Below are entries; tally how many lines hold the string "they" and answer with only that figure.

━━━ Data listing ━━━

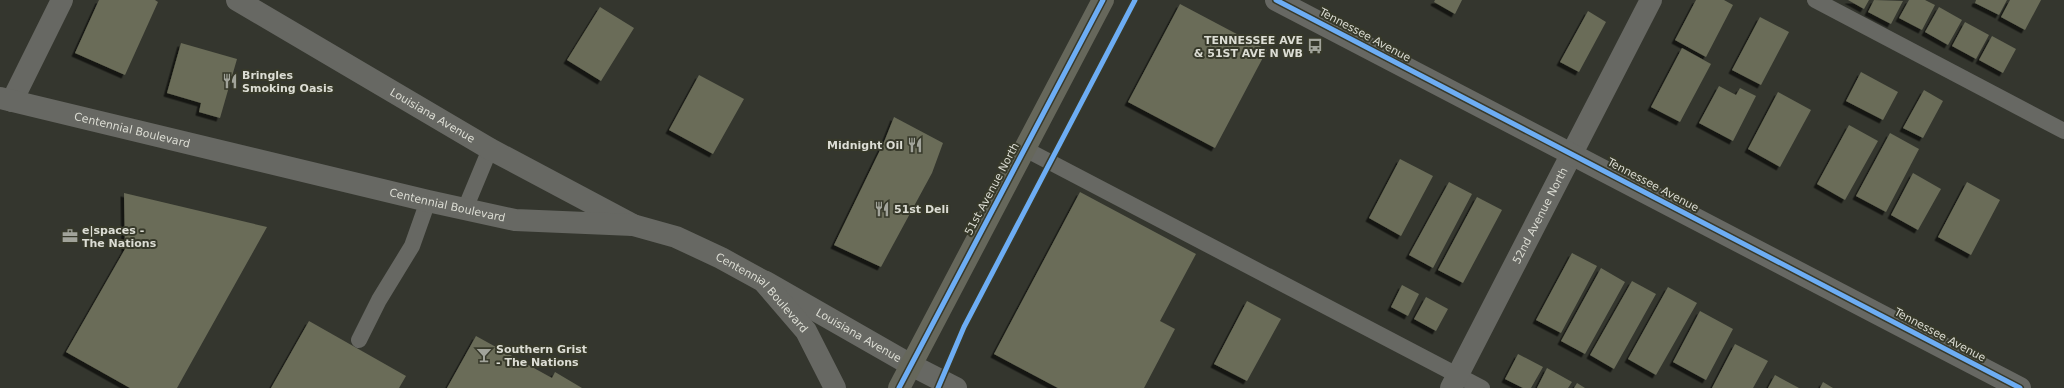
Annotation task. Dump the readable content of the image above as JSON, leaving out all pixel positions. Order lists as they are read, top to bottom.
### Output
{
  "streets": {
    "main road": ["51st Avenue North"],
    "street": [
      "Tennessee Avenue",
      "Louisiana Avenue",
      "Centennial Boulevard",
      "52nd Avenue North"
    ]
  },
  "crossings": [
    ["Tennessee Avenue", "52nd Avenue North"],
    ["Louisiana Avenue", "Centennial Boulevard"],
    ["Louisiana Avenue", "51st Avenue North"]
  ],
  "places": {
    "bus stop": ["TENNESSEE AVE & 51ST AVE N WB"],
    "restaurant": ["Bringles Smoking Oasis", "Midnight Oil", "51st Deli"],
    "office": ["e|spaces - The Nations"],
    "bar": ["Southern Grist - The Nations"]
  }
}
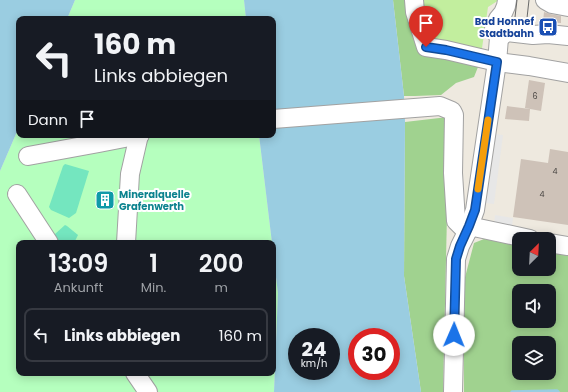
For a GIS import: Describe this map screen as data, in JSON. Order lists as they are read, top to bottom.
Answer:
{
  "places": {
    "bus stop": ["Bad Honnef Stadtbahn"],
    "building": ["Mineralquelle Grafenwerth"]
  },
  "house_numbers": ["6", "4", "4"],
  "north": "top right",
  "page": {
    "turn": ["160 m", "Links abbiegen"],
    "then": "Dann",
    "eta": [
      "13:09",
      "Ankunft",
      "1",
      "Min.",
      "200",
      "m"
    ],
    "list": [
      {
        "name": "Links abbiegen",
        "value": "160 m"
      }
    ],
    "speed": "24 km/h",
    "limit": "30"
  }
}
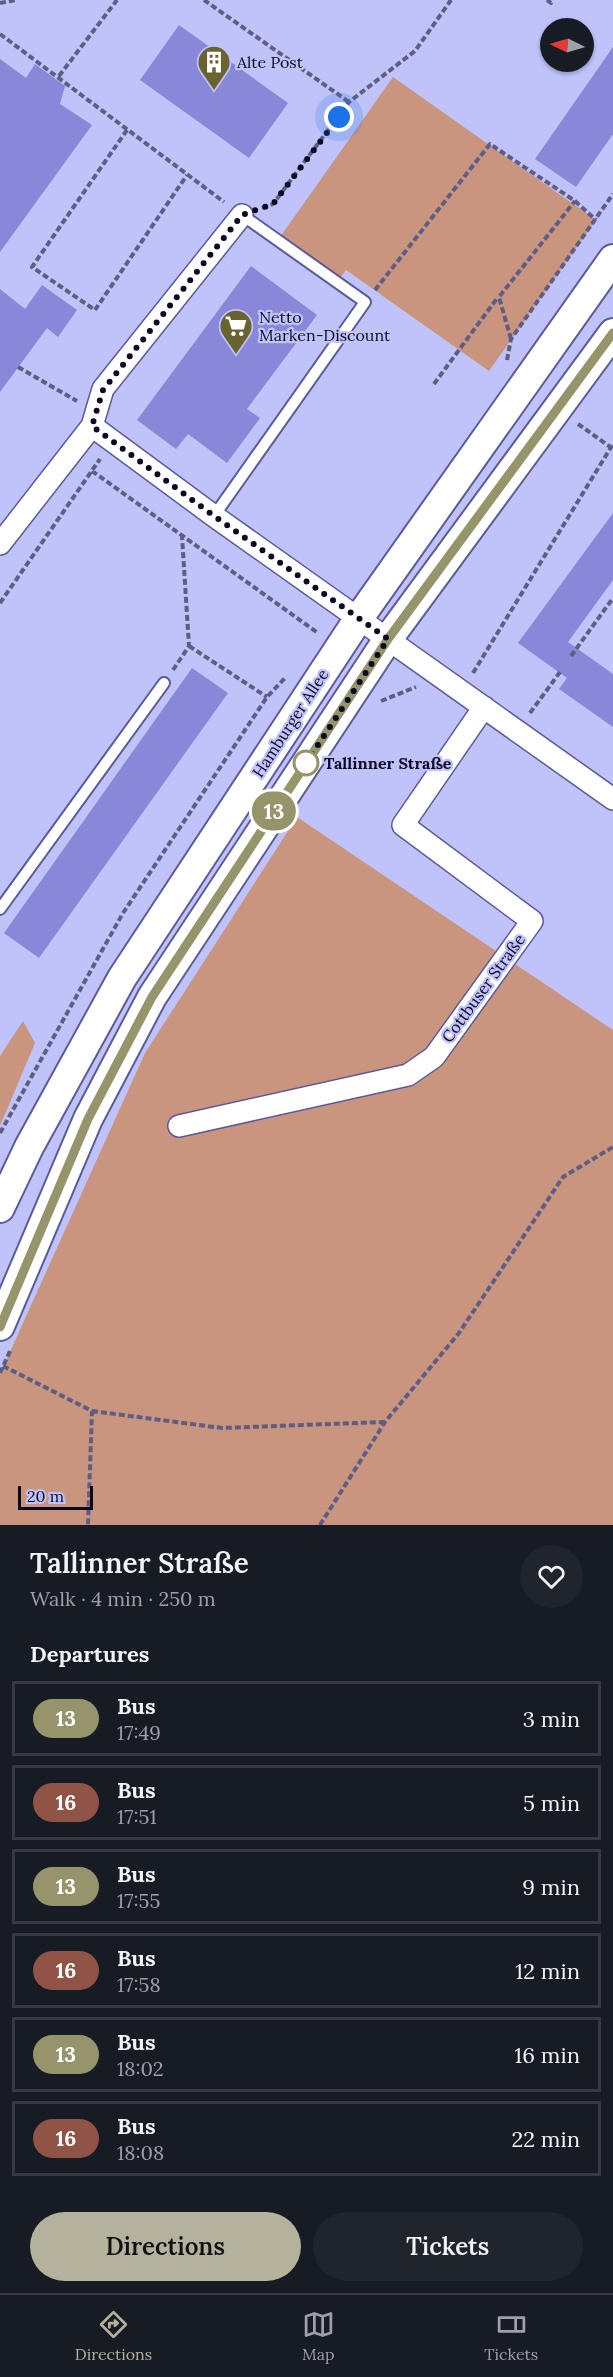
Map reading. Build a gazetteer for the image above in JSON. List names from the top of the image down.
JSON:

━━━

*Answer section*: 2